Whether or not you give presentations, you need people to listen to you.
And yes, this is almost universally true in nearly every profession. Doctors need patients to understand their diagnosis. Lawyers need clients to understand their legal rights. Accountants need clients to understand tax consequences. Managers need employees to understand how their work contributes to company growth.
The outcome of all these conversations, across all of these disciplines, depend on ensuring that people are listening.
It seems like such a simple thing, right? We listen to people every day.

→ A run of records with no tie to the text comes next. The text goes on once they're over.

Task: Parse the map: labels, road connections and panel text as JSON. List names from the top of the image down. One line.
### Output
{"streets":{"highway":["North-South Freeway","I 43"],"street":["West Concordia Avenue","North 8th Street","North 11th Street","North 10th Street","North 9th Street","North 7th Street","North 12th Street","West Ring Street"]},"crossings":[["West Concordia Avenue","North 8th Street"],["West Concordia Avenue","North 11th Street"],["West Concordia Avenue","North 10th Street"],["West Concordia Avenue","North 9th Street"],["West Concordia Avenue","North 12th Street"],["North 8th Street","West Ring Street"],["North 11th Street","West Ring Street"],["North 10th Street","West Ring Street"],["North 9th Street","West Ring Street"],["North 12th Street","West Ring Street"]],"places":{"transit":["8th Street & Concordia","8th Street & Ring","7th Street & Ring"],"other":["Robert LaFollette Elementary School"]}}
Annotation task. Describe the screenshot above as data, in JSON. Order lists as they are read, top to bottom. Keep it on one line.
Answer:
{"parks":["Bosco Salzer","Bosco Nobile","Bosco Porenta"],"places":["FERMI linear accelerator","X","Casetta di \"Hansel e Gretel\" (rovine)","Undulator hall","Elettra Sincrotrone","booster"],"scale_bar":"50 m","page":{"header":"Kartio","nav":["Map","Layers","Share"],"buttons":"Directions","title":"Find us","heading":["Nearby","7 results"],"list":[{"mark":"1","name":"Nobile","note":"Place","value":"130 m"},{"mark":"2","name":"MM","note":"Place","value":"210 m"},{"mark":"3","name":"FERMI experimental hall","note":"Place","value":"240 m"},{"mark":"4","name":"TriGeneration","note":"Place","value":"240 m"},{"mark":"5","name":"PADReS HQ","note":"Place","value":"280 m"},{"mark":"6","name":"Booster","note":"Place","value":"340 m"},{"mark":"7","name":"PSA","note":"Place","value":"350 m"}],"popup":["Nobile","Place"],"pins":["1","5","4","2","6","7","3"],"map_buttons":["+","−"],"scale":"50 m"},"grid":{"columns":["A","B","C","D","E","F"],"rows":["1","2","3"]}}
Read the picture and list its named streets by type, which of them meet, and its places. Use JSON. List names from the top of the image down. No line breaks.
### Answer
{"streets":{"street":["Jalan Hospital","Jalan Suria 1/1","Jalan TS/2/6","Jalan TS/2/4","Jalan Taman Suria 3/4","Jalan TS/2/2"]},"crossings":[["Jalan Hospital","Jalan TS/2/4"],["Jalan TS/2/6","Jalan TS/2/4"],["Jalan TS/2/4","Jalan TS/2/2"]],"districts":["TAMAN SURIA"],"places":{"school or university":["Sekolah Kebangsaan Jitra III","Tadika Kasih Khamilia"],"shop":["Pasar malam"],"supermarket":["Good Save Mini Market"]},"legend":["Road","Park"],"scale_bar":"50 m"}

But when you are presenting information to your audience, whether that’s one person in your closed office or 10,000 people in an open auditorium, you need people to actually LISTEN. Or else, the information you’re trying to get across will never be received, and communication falls flat.
Why People Stop Listening To You
Are you sure people are listening to you? We may think our audiences are paying attention. Or we may be so wrapped in what we are saying (or, ahem…staring at our Powerpoint screen) that we may not be receiving the feedback our audience is giving us (both verbally and non-verbally, the latter including looking off in the distance or to the side, checking phones, ETC.)
For that reason, it’s vital that we work to ensure our listeners keep listening.
Here are five reasons people stop listening.
- You are long winded, talk too much about yourself, or maybe too technical.
- You fail to get to the point or the point you make is not compelling.
- You talk in a monotone voice.
- You use way too many filler words like “uh” and “you know.”
- You look and sound nervous instead of poised and self-confident.
If you need people to take you seriously, remember what you say, and do what you want them to do, you need to talk in ways that will capture their attention and keep them listening.